- _EXERCISE GOAL_: Check each line of the records for "Convert"; collect those that have it.

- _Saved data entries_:

Start of Block

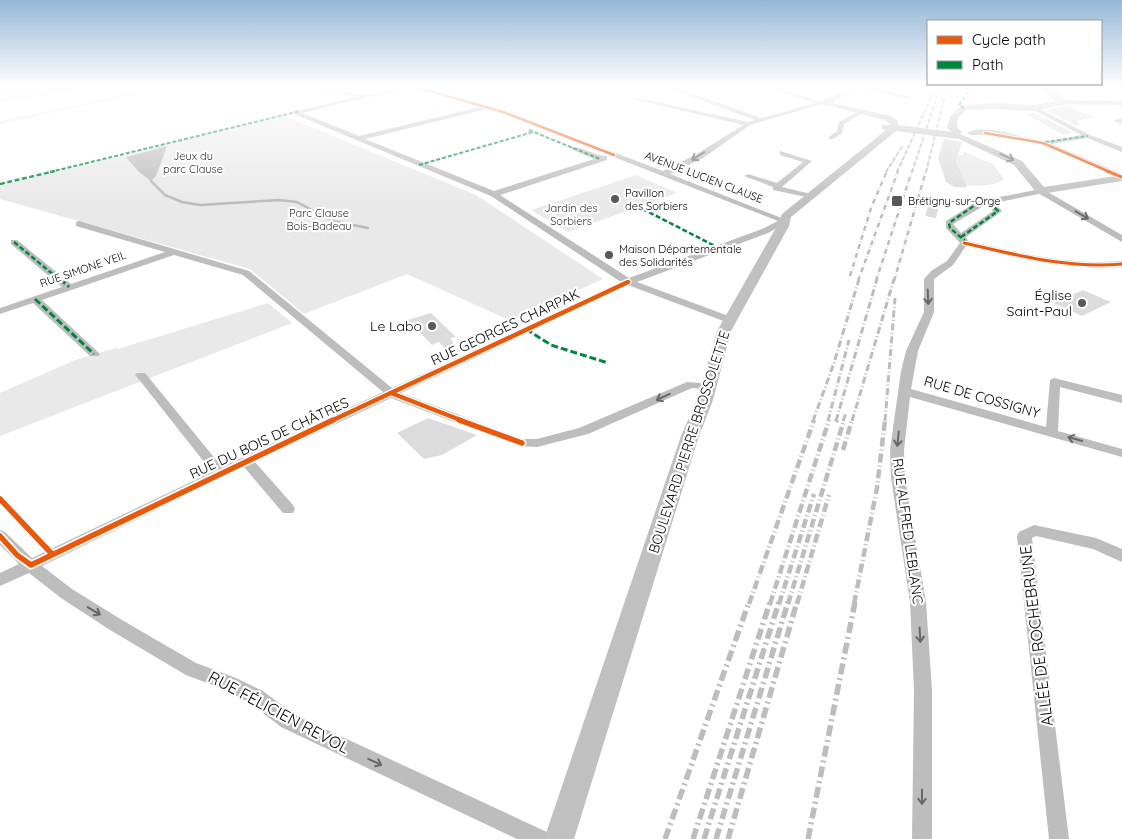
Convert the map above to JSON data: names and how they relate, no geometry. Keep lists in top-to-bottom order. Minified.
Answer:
{"streets":{"main road":["BOULEVARD PIERRE BROSSOLETTE"],"street":["AVENUE LUCIEN CLAUSE","RUE SIMONE VEIL","RUE GEORGES CHARPAK","RUE DE COSSIGNY","RUE DU BOIS DE CHÂTRES","RUE ALFRED LEBLANC","ALLÉE DE ROCHEBRUNE","RUE FÉLICIEN REVOL"]},"crossings":[["AVENUE LUCIEN CLAUSE","RUE GEORGES CHARPAK"],["AVENUE LUCIEN CLAUSE","BOULEVARD PIERRE BROSSOLETTE"],["RUE GEORGES CHARPAK","RUE DU BOIS DE CHÂTRES"],["RUE GEORGES CHARPAK","BOULEVARD PIERRE BROSSOLETTE"],["RUE DE COSSIGNY","RUE ALFRED LEBLANC"],["RUE DU BOIS DE CHÂTRES","RUE FÉLICIEN REVOL"]],"one_way":["RUE ALFRED LEBLANC","RUE FÉLICIEN REVOL"],"parks":["Jeux du parc Clause","Jardin des Sorbiers","Parc Clause Bois-Badeau"],"places":{"other":["Pavillon des Sorbiers","Maison Départementale des Solidarités","Église Saint-Paul","Le Labo"],"transit":["Brétigny-sur-Orge"]},"legend":["Cycle path","Path"]}
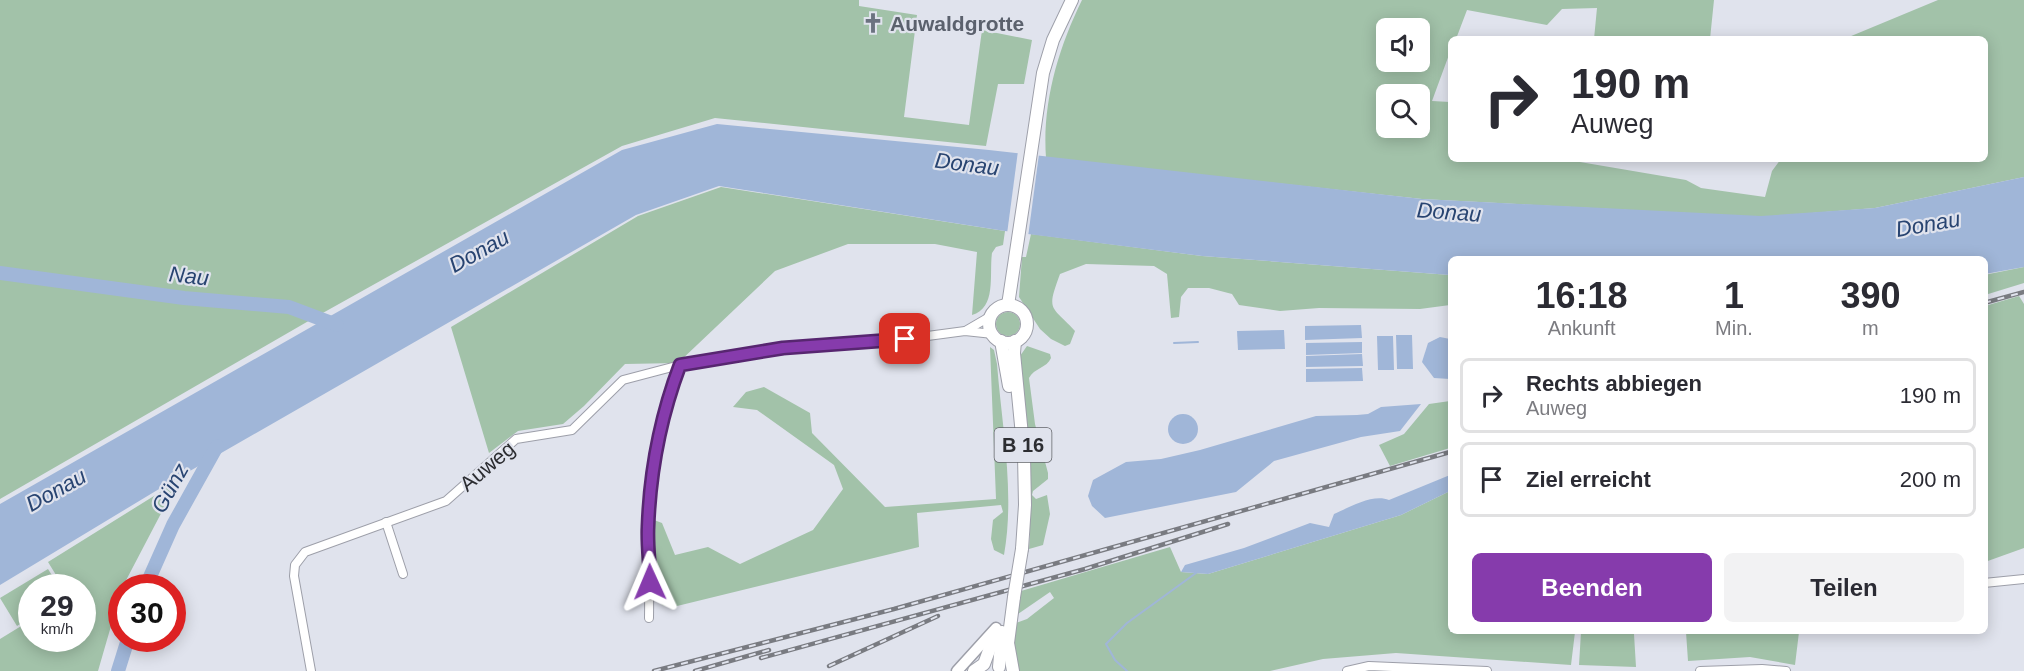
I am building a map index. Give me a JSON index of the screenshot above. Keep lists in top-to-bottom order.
{
  "streets": {
    "main road": ["B 16"],
    "street": ["Auweg"]
  },
  "crossings": [
    ["B 16", "Auweg"]
  ],
  "water": ["Donau", "Nau", "Günz"],
  "places": {
    "church": ["Auwaldgrotte"]
  },
  "page": {
    "turn": ["190 m", "Auweg"],
    "eta": [
      "16:18",
      "Ankunft",
      "1",
      "Min.",
      "390",
      "m"
    ],
    "list": [
      {
        "name": "Rechts abbiegen",
        "note": "Auweg",
        "value": "190 m"
      },
      {
        "name": "Ziel erreicht",
        "value": "200 m"
      }
    ],
    "buttons": ["Beenden", "Teilen"],
    "speed": "29 km/h",
    "limit": "30"
  }
}
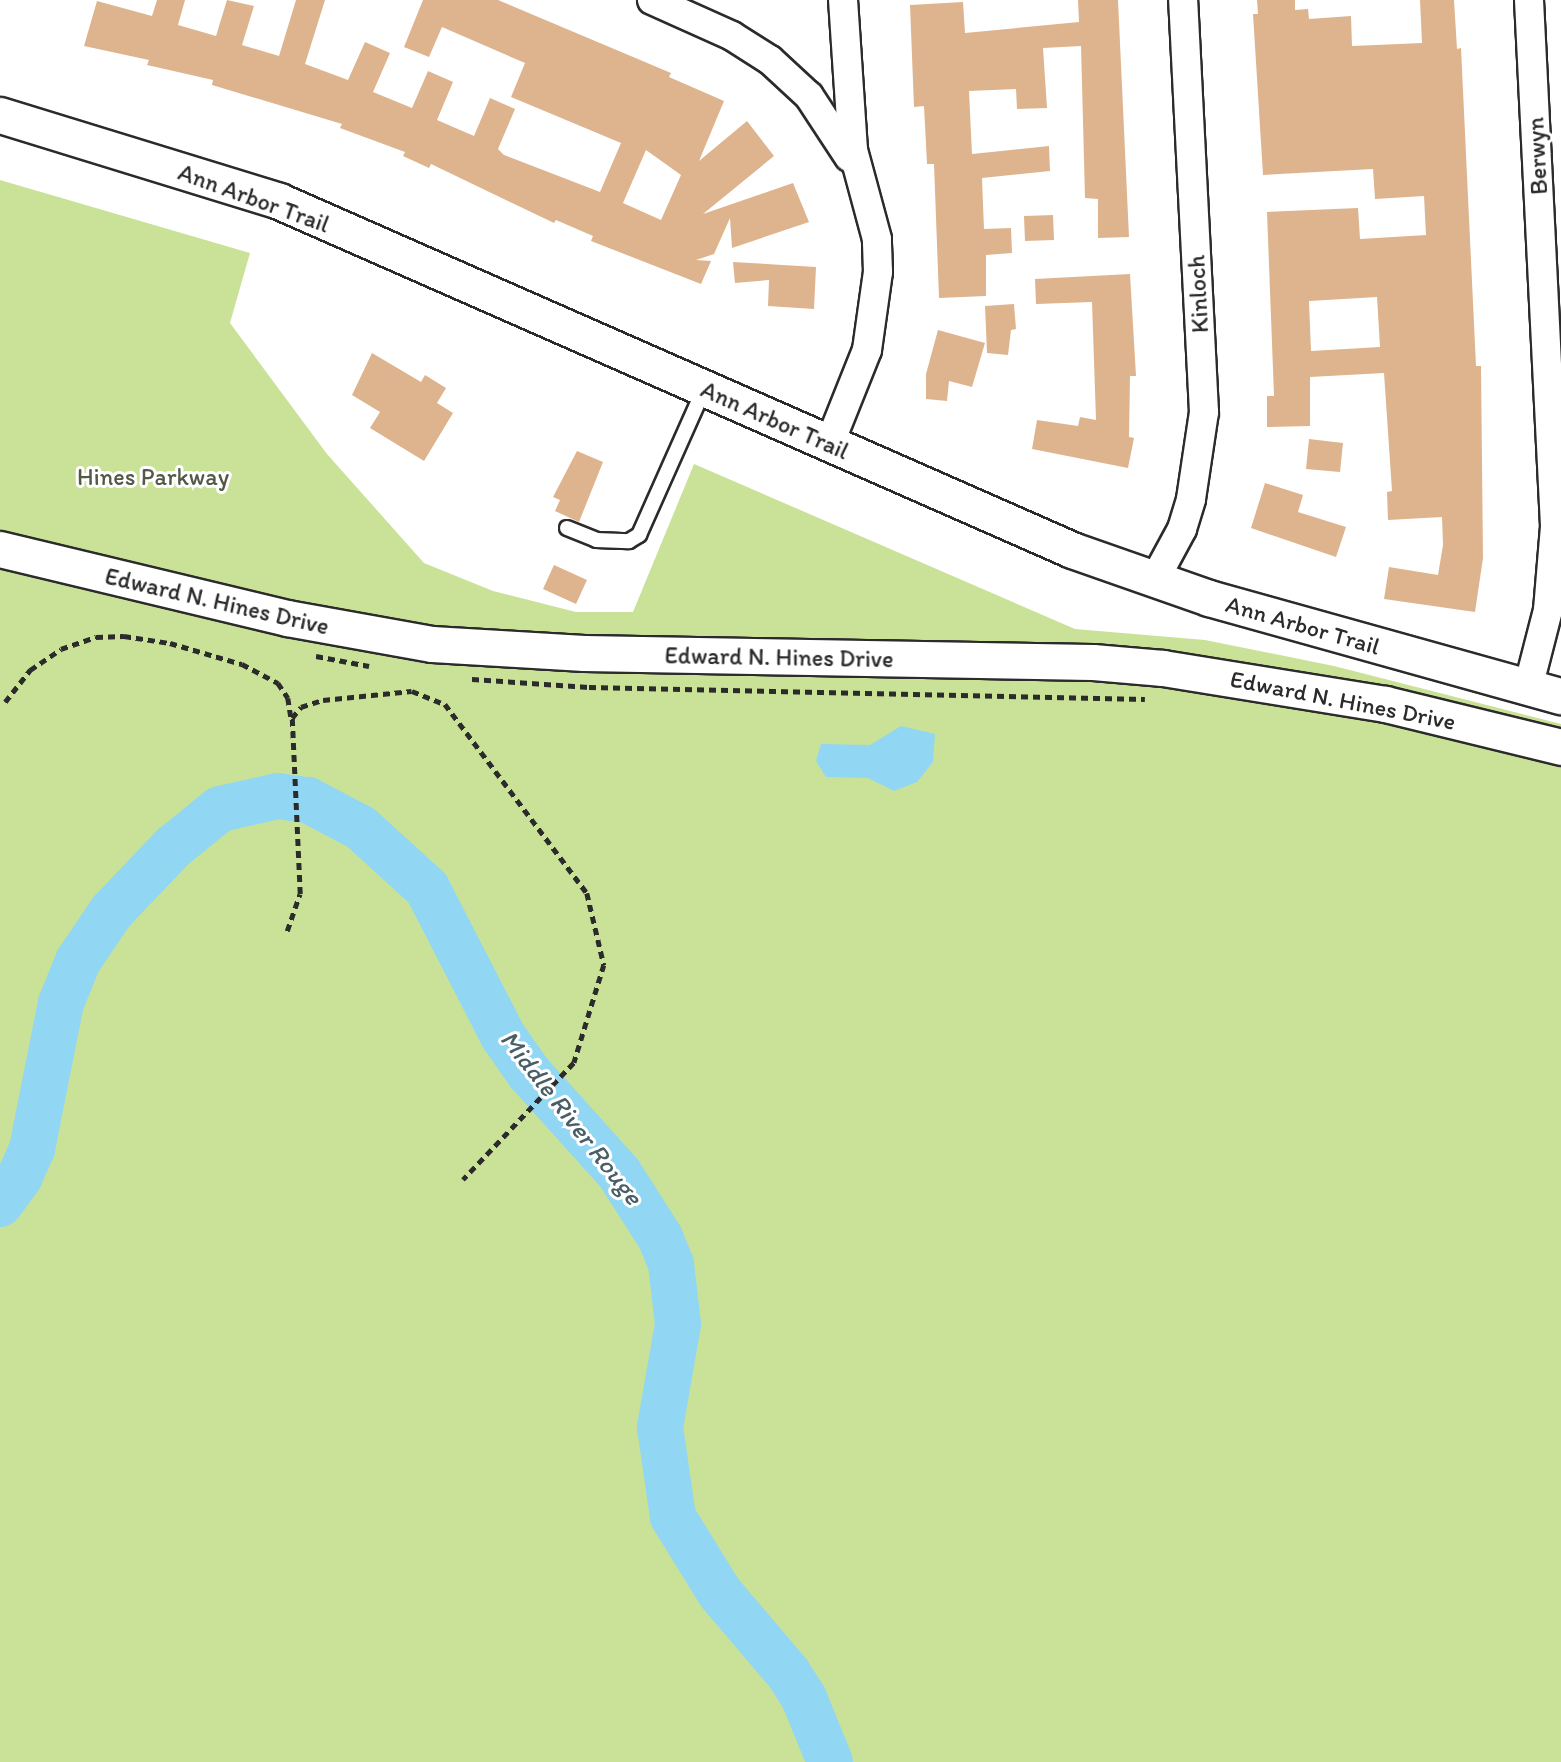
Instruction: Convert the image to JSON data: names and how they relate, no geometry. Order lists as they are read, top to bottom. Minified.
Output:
{"streets":{"street":["Berwyn","Ann Arbor Trail","Kinloch","Edward N. Hines Drive"]},"crossings":[["Berwyn","Ann Arbor Trail"],["Ann Arbor Trail","Kinloch"]],"water":["Middle River Rouge"],"parks":["Hines Parkway"]}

End of Block

- _RESPONSE FOR THIS EXERCISE_:
Convert the map above to JSON data: names and how they relate, no geometry. Keep lists in top-to-bottom order. Minified.
Instruction: Convert the image to JSON data: names and how they relate, no geometry. Order lists as they are read, top to bottom. Minified.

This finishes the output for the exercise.